DESCRIPTION (provided by applicant):Type 2 diabetes (T2DM) and obesity are increasing dramatically in pediatric populations, forecasting the development of complications at younger ages, and increased morbidity and mortality in the US population. The proposed research plan will be the first to examine whether the intramyocellular lipid (IMCL) deposition or decreased exercise capacity associated with T2DM in adults already occurs in pediatric T2DM, the underlying mechanism and interrelation of such defects, and how traditional insulin sensitization techniques affect the defects. The hypothesis is that teens with increasing insulin resistance will have increased IMCL (explainable by insulin's selectively impaired PI3-kinase signaling, yet normal Erk signaling, resulting in increased skeletal muscle SREBP-1, yet decreased adipose SREBP-1), decreasing exercise capacity (explainable by endothelial dysfunction, diastolic dysfunction and increased IMCL), and greatest improvement in exercise capacity with interventions that improve both insulin resistance and IMCL deposition. To explore the hypothesis in vivo, we will address the following Specific Aims. 1: Understand the impact of T2DM upon skeletal muscle lipid distribution and SREBP-1 regulation, in comparison to normal adolescents and adolescents with obesity but without T2DM. 2: Determine the baseline exercise capacity and its correlates in adolescents with T2DM in comparison to normal adolescents and adolescents with obesity but without T2DM. 3: Examine the impact of three distinct therapeutic interventions directed at improvement of insulin sensitivity upon responses in SREBP-1 regulation and exercise function, in adolescents with T2DM With the combination of basic science and clinical research training, a clinical research certificate, outstanding mentors in insulin signaling, clinical diabetes research and exercise physiology, I am in an ideal position to be successful. The K-23 application will help me reach my long-term goal of being an independent investigator in the field of pediatric insulin resistance and type 2 diabetes.

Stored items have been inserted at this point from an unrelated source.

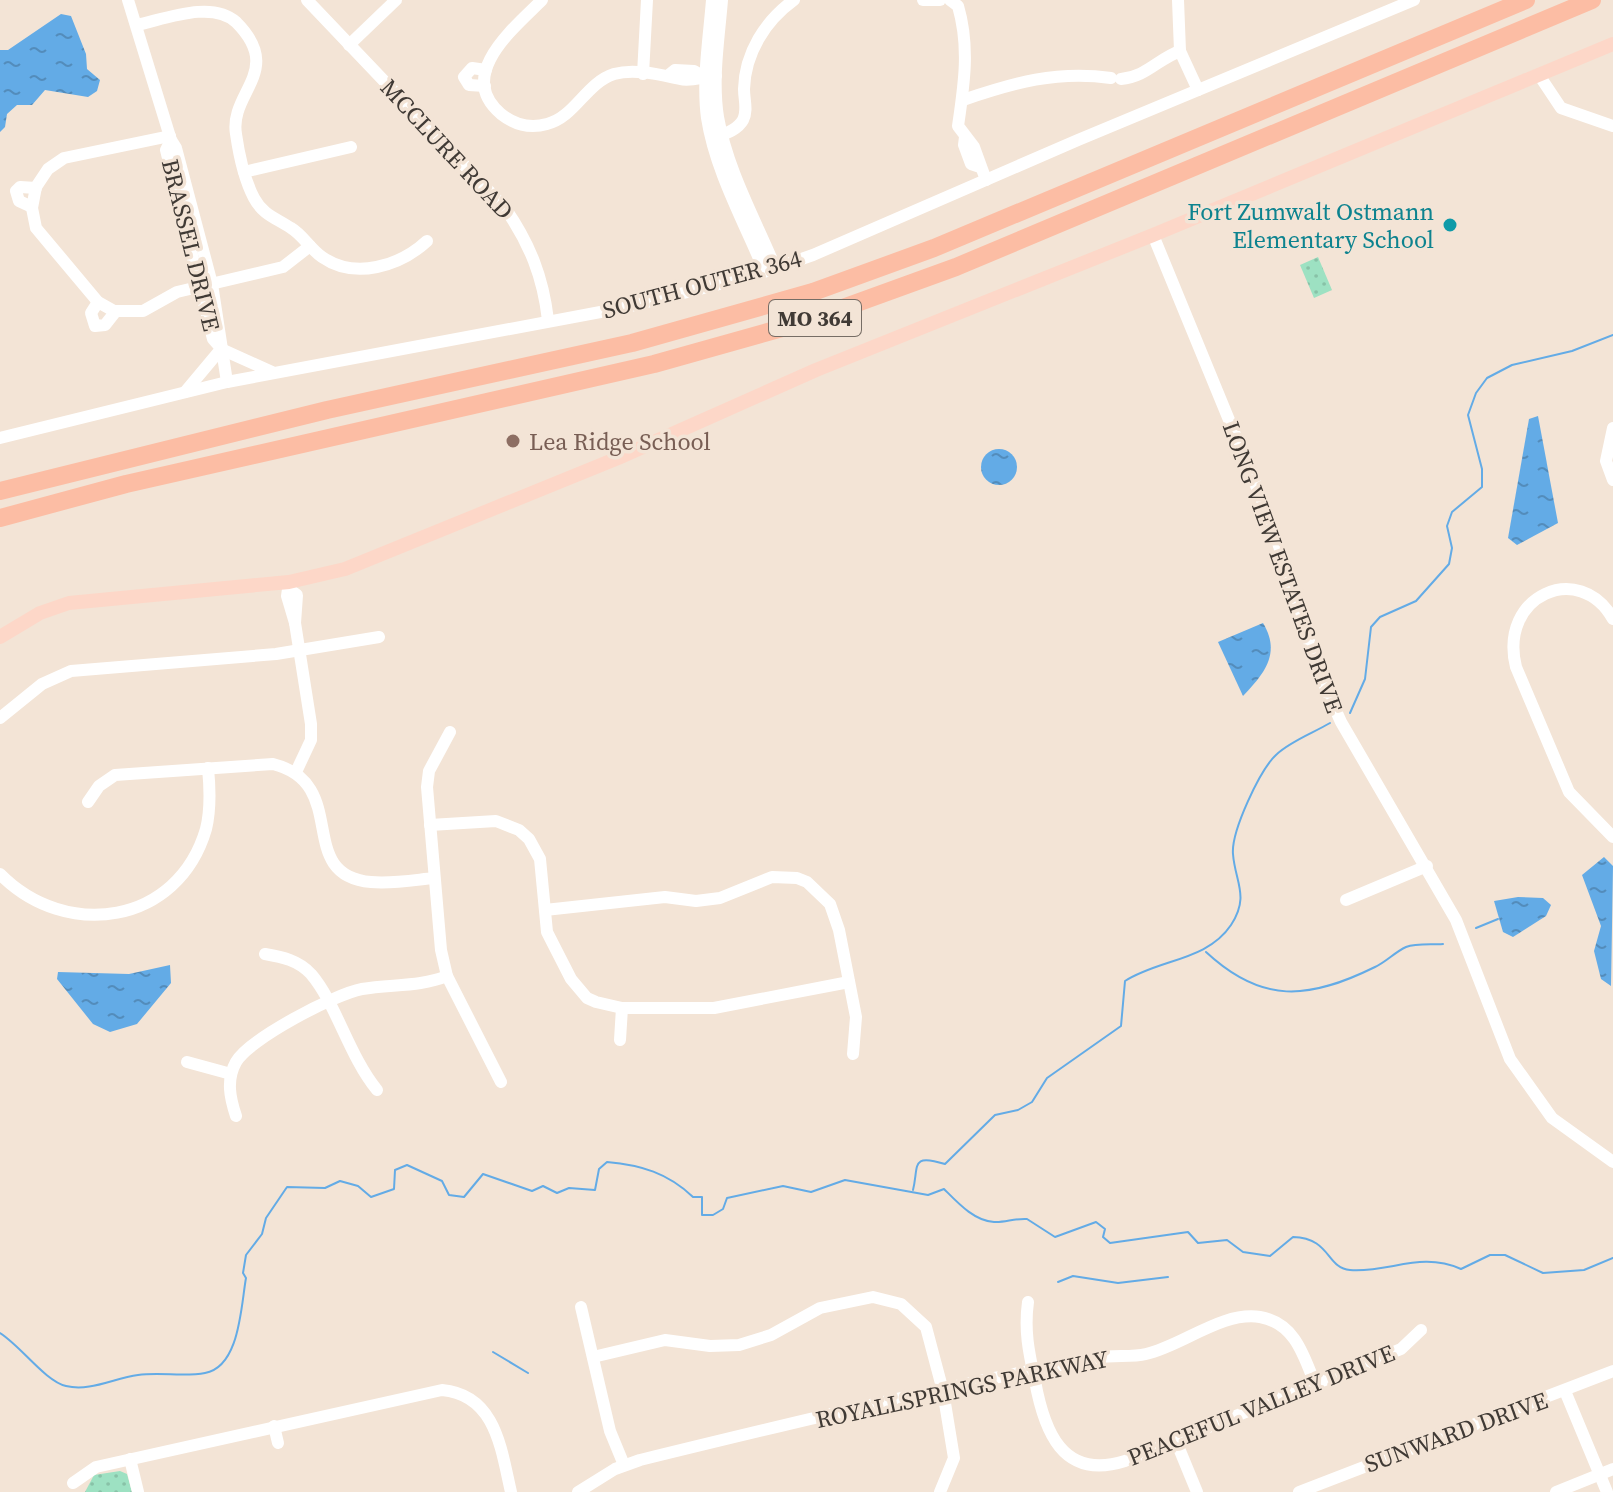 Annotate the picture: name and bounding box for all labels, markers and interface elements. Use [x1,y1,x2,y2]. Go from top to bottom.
street label: MCCLURE ROAD [373,72,521,226]
street label: BRASSEL DRIVE [154,155,228,335]
place label: Fort Zumwalt Ostmann Elementary School [1187,195,1434,256]
marker: Fort Zumwalt Ostmann Elementary School [1441,216,1459,234]
street label: SOUTH OUTER 364 [599,242,805,326]
road number: MO 364 [769,300,861,336]
street label: LONG VIEW ESTATES DRIVE [1215,417,1351,717]
place label: Lea Ridge School [529,425,711,458]
marker: Lea Ridge School [504,432,522,450]
street label: PEACEFUL VALLEY DRIVE [1122,1336,1400,1474]
street label: ROYALLSPRINGS PARKWAY [813,1342,1111,1436]
street label: SUNWARD DRIVE [1360,1384,1552,1480] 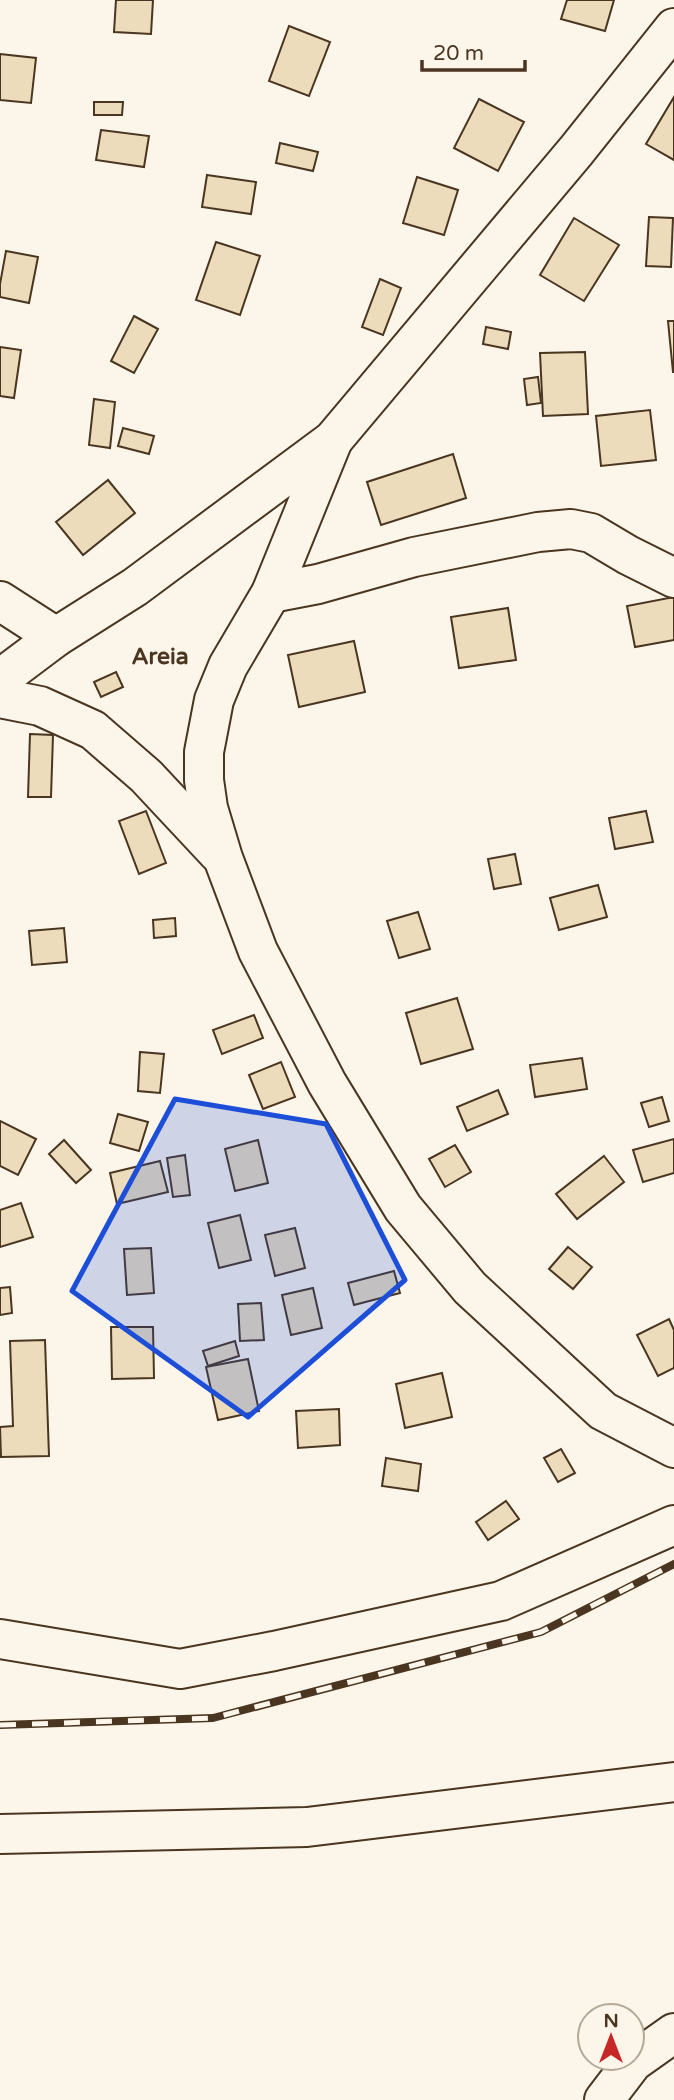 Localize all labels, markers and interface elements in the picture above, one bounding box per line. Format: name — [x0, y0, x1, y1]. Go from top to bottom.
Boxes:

描述（由申请人提供）：2 型糖尿病 (T2DM) 和肥胖症在儿科人群中急剧增加，预示着并发症会在年轻时出现，并导致美国人口的发病率和死亡率增加。拟议的研究计划将首次检查成人 T2DM 相关的肌细胞内脂质 (IMCL) 沉积或运动能力下降是否已经在儿童 T2DM 中发生、此类缺陷的潜在机制和相互关系，以及传统胰岛素增敏技术如何影响缺陷。假设胰岛素抵抗增加的青少年的 IMCL 增加（可以通过胰岛素选择性受损的 PI3 激酶信号传导来解释，但 Erk 信号传导正常，导致骨骼肌 SREBP-1 增加，但脂肪 SREBP-1 减少），运动能力下降。可以通过内皮功能障碍、舒张功能障碍和 IMCL 增加来解释），并且通过改善胰岛素抵抗和 IMCL 沉积的干预措施最大程度地提高运动能力。为了探索体内的假设，我们将实现以下具体目标。图 1：与正常青少年和肥胖但无 T2DM 的青少年相比，了解 T2DM 对骨骼肌脂质分布和 SREBP-1 调节的影响。图 2：确定患有 T2DM 的青少年与正常青少年和肥胖但不患有 T2DM 的青少年相比的基线运动能力及其相关性。 3：检查三种不同的治疗干预措施对 T2DM 青少年的胰岛素敏感性改善对 SREBP-1 调节和运动功能反应的影响。结合基础科学和临床研究培训、临床研究证书、杰出导师胰岛素信号传导、临床糖尿病研究和运动生理学，我处于成功的理想位置。 K-23 申请将帮助我实现成为儿科胰岛素抵抗和 2 型糖尿病领域独立研究者的长期目标。